Stored items –
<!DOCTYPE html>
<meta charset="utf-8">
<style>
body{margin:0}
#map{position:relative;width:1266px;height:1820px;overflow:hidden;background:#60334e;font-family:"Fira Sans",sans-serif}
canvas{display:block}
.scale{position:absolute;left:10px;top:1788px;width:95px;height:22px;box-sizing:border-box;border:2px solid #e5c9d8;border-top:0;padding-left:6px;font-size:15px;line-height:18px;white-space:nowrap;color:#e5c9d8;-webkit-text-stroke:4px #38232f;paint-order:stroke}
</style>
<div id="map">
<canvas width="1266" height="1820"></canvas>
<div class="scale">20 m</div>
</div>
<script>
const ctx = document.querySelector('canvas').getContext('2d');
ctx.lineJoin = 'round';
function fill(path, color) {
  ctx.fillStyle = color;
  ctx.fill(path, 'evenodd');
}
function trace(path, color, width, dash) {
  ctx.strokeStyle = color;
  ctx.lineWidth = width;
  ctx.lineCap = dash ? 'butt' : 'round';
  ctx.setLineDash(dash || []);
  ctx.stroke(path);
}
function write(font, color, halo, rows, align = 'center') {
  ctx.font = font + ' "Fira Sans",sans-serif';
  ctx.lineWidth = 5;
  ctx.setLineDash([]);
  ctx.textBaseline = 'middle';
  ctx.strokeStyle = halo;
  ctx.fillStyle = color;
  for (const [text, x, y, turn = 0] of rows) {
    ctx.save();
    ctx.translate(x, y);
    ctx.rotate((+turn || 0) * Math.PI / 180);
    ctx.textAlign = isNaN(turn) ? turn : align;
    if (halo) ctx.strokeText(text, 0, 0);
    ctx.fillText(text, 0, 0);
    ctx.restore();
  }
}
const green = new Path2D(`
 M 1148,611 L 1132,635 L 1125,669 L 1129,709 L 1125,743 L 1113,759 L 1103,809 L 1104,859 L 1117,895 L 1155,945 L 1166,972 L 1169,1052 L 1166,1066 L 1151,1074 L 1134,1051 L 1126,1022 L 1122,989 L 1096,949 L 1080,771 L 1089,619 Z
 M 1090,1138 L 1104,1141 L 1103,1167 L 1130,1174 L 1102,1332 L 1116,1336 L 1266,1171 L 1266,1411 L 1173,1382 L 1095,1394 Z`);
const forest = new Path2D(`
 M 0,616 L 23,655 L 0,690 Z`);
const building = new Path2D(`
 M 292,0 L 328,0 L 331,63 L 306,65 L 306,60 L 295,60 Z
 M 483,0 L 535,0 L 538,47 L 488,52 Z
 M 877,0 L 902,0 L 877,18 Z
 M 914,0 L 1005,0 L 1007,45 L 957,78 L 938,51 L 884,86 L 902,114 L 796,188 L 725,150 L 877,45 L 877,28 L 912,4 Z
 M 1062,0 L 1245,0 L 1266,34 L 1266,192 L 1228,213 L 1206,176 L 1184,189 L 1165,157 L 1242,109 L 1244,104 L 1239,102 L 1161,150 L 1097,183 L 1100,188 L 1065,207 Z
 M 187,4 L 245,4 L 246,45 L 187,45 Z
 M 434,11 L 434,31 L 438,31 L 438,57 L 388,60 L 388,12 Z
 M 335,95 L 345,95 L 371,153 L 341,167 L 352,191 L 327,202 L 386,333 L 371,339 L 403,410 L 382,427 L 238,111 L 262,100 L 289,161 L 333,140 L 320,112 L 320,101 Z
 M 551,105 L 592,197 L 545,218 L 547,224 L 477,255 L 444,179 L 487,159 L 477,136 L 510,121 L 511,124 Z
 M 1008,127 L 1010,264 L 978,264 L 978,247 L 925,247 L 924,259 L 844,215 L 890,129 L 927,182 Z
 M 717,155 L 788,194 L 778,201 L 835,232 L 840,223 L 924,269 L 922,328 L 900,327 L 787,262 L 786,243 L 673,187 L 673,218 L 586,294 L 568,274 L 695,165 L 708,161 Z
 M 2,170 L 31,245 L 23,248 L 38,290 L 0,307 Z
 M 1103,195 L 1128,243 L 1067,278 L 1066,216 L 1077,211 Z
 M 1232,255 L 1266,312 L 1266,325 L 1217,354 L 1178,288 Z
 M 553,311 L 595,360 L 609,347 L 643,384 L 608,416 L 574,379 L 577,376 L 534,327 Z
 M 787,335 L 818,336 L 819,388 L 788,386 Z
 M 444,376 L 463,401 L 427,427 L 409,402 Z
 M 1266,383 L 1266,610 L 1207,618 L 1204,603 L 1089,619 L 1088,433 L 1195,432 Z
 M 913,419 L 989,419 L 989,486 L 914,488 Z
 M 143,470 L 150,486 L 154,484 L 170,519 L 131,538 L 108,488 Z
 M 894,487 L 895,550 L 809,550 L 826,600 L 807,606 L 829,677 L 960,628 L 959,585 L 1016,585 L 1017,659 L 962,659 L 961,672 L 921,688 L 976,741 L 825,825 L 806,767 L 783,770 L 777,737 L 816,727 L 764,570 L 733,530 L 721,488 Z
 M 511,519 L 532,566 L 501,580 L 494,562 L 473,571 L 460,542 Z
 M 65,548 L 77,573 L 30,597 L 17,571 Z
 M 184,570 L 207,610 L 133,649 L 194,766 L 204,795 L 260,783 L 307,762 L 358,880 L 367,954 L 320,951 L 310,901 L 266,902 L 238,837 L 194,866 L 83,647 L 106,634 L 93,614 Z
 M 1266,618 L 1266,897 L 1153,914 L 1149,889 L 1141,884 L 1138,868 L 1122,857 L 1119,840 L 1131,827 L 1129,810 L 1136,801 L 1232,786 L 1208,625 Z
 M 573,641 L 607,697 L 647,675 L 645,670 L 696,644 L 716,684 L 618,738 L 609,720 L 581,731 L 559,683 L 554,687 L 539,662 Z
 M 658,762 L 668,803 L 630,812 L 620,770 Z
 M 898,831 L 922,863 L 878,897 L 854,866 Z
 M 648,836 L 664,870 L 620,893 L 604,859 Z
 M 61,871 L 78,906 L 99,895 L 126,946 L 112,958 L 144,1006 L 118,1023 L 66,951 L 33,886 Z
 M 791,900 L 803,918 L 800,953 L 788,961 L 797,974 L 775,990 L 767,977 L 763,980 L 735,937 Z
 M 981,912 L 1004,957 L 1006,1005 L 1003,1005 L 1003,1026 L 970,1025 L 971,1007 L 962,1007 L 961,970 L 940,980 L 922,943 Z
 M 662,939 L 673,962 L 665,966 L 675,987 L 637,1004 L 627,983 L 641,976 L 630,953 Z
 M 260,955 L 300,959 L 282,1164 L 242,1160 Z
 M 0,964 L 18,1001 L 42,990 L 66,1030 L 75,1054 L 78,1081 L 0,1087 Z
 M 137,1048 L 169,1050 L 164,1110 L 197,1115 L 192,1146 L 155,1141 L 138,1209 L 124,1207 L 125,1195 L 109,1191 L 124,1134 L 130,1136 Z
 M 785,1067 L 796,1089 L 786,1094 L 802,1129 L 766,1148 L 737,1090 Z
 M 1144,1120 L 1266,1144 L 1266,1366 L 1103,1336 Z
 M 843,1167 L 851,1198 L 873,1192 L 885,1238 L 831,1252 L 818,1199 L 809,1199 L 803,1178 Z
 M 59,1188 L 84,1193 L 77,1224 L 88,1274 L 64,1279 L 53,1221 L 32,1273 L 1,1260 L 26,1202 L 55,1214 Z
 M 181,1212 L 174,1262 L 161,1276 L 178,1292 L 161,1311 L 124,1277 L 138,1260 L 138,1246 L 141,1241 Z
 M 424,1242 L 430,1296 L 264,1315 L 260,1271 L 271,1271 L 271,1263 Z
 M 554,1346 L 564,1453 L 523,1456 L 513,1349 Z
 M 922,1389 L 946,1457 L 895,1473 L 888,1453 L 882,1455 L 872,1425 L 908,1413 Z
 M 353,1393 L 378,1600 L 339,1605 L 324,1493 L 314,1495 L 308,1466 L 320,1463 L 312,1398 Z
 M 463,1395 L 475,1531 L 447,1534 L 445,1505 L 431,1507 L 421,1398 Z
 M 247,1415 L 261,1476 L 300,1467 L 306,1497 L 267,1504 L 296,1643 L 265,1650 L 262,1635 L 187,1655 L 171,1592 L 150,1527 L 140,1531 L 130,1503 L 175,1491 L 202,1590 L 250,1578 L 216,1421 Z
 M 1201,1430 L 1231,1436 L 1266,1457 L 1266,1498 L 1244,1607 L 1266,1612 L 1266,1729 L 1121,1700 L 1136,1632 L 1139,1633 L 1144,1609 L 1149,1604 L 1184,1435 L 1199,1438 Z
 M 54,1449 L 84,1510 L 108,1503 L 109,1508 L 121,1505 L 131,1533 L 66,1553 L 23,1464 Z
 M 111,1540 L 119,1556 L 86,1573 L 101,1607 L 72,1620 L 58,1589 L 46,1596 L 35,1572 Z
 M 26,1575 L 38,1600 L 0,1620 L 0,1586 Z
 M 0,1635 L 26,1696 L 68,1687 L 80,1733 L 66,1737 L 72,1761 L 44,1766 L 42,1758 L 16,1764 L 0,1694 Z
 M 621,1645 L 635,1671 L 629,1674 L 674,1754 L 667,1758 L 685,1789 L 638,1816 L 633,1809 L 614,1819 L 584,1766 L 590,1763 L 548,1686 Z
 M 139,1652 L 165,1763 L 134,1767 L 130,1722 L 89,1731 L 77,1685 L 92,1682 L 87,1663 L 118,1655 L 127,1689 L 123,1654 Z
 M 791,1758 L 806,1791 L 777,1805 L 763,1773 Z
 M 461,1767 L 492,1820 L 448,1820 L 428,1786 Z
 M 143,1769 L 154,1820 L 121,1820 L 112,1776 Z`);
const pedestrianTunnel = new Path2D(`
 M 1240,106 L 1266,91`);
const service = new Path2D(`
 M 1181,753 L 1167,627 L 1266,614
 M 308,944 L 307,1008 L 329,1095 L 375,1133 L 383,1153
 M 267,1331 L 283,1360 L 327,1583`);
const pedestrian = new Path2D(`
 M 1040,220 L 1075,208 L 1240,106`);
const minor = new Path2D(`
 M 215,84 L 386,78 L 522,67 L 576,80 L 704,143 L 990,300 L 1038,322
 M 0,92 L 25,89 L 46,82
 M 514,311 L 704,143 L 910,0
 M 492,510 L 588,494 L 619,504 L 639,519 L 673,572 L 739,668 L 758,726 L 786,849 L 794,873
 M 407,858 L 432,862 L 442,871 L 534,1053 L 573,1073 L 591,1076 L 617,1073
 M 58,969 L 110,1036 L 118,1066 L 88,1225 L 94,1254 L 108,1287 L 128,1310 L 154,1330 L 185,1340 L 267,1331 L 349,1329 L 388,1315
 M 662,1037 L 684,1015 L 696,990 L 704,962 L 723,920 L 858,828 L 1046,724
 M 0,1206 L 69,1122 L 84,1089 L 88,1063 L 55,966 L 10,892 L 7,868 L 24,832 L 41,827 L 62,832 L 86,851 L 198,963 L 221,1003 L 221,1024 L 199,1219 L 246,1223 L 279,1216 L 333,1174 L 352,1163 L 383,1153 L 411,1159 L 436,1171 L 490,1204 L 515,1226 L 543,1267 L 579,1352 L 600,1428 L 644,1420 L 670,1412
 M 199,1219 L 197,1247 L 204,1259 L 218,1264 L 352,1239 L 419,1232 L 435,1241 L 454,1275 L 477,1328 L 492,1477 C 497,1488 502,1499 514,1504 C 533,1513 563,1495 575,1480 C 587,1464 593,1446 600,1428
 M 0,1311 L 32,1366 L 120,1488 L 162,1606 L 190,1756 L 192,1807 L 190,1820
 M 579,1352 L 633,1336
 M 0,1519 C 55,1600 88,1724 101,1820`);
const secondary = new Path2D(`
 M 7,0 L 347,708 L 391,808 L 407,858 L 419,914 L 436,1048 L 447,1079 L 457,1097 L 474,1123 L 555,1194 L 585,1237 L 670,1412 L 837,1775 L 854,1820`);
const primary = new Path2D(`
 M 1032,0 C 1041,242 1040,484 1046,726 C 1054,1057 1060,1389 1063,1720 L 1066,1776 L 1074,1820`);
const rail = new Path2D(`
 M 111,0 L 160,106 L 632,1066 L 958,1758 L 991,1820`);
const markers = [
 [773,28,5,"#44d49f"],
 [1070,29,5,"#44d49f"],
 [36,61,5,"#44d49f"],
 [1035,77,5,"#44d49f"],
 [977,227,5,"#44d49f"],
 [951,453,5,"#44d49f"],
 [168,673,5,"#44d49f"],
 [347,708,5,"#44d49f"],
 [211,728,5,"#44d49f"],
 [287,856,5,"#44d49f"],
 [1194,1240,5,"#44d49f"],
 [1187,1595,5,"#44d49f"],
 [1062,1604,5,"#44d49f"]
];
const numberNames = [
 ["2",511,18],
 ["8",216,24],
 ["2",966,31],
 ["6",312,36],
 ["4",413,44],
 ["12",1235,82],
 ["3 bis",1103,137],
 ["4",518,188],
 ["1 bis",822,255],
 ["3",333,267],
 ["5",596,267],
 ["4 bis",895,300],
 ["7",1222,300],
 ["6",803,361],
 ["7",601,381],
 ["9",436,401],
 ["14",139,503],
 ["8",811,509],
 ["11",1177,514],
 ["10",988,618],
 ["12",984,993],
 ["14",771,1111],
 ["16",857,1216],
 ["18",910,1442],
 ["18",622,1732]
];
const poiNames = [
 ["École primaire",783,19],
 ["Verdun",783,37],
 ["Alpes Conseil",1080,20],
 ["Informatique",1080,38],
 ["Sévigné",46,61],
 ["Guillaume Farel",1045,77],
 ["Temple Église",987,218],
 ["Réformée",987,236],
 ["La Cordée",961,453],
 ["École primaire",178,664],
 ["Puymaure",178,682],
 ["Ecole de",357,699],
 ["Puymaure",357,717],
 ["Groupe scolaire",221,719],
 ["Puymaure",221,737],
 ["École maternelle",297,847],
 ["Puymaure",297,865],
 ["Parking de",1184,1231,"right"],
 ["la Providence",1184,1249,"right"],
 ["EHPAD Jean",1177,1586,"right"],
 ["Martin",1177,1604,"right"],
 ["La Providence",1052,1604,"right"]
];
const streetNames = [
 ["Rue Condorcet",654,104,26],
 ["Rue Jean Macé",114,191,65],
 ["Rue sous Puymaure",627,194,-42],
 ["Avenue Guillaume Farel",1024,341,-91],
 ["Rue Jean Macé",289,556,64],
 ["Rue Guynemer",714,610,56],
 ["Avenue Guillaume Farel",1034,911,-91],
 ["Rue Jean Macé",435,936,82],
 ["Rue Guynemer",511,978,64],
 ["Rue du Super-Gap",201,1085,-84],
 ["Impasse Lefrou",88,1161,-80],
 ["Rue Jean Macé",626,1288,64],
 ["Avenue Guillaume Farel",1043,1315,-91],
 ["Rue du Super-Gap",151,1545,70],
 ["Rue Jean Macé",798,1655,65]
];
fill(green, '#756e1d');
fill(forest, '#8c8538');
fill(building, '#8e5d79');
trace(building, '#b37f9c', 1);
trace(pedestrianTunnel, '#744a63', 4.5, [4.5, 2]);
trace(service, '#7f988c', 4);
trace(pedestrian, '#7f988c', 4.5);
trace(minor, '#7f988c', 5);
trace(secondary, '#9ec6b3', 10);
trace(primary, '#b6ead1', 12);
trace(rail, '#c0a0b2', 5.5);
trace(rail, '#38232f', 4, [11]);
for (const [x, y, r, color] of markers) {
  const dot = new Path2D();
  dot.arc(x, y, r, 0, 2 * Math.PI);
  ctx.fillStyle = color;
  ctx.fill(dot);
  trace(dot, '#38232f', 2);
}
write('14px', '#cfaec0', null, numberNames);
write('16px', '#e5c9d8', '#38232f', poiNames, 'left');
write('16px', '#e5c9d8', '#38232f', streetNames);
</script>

* * *

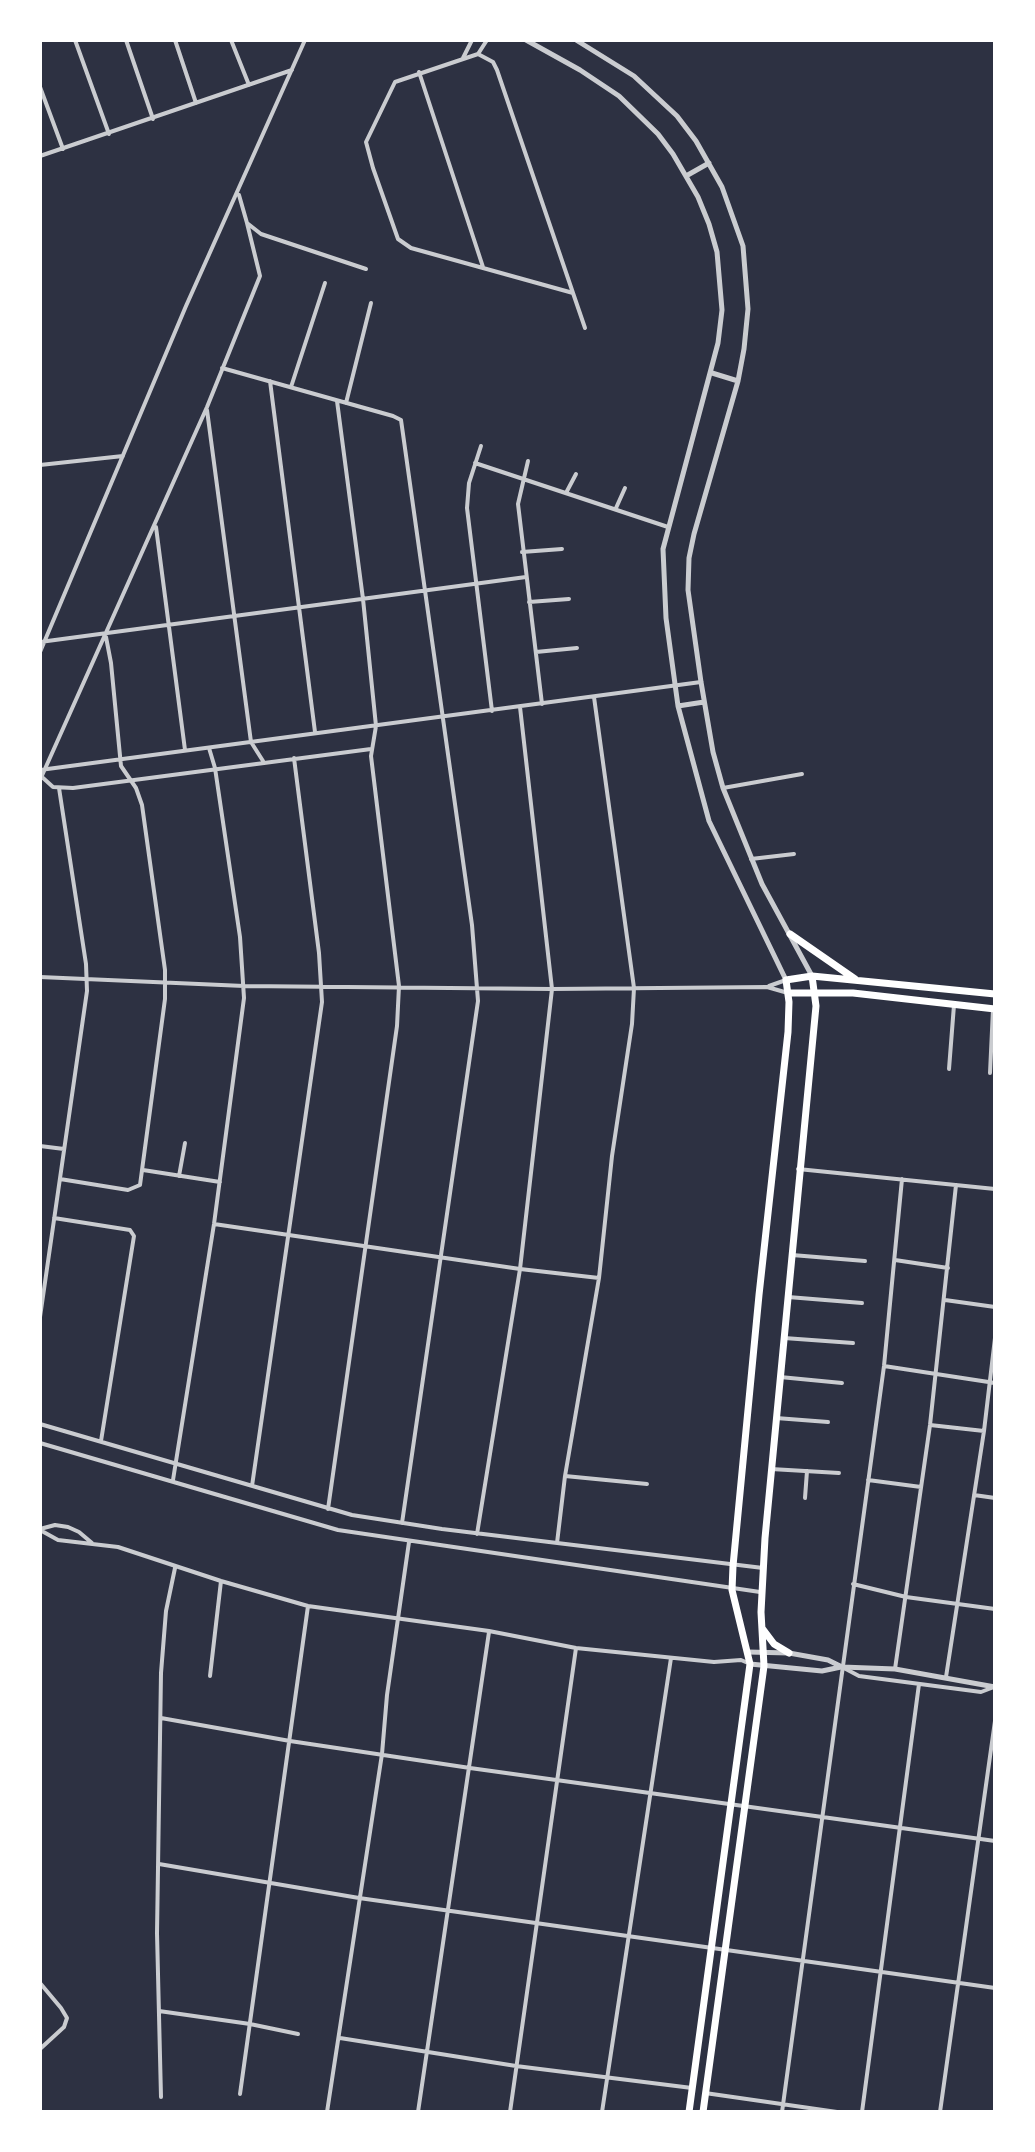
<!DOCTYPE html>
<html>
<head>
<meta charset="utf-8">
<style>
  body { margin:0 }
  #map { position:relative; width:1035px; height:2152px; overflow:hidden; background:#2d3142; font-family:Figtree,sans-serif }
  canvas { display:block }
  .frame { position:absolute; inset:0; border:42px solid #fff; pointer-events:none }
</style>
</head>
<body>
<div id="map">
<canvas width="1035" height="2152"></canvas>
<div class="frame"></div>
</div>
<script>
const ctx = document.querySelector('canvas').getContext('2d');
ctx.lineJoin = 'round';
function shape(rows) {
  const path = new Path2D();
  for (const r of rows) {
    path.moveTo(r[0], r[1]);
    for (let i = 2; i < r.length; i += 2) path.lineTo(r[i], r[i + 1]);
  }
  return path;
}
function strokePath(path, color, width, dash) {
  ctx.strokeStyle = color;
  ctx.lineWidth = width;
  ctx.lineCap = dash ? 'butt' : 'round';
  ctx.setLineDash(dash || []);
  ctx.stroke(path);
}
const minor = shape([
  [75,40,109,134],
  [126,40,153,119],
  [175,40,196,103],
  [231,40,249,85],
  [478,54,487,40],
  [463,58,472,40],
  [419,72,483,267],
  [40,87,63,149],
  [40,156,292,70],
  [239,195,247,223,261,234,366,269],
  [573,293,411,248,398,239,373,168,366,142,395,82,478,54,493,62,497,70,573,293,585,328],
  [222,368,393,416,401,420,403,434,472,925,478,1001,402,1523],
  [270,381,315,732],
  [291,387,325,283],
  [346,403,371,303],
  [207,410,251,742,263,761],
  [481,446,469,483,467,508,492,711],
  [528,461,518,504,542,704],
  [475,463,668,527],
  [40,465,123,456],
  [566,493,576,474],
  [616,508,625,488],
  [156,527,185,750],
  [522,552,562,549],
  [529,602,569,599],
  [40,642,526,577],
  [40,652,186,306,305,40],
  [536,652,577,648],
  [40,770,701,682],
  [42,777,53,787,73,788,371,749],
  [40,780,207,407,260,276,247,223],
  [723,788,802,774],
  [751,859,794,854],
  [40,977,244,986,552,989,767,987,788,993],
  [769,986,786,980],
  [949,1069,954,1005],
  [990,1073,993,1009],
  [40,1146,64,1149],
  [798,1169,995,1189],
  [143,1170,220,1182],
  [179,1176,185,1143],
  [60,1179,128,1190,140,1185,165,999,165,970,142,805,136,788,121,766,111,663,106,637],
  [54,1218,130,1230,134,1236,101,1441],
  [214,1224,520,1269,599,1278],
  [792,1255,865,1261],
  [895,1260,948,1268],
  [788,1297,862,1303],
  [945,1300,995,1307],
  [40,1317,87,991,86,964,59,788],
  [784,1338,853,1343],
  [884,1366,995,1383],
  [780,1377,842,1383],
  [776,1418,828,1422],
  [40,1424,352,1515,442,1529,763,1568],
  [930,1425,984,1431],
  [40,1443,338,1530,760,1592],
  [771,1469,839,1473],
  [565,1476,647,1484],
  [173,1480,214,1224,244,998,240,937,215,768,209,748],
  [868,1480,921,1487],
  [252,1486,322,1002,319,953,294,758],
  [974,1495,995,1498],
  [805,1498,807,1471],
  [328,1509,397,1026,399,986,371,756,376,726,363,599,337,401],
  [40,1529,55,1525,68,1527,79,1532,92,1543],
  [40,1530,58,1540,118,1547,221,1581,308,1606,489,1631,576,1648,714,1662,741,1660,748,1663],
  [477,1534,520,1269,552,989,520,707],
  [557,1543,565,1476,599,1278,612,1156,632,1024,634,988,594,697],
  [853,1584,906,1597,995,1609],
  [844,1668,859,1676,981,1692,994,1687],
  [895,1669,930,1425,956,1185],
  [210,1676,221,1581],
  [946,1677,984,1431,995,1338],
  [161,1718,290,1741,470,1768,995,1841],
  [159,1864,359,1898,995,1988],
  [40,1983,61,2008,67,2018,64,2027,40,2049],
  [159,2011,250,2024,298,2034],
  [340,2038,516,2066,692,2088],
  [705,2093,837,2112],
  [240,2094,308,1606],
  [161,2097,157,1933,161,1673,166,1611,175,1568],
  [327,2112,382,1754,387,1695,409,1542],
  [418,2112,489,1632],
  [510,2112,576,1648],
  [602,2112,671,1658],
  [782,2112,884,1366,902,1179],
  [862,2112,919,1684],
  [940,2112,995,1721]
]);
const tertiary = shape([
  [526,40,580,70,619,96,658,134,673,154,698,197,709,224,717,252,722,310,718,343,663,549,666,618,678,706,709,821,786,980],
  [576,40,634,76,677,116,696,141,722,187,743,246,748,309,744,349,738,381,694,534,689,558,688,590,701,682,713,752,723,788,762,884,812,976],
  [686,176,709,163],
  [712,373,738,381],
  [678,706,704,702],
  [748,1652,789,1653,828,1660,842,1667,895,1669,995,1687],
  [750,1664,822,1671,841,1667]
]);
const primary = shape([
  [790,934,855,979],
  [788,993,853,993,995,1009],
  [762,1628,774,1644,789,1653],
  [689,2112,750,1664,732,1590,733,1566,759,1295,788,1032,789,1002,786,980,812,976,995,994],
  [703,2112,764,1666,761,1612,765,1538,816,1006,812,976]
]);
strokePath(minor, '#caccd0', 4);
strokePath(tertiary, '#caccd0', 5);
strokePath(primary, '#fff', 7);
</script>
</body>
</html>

Assignment – Wherever the string "halo" appears in the data above, copy the line it sits in.

Expected output –
function write(font, color, halo, rows, align = 'center') {
  ctx.strokeStyle = halo;
    if (halo) ctx.strokeText(text, 0, 0);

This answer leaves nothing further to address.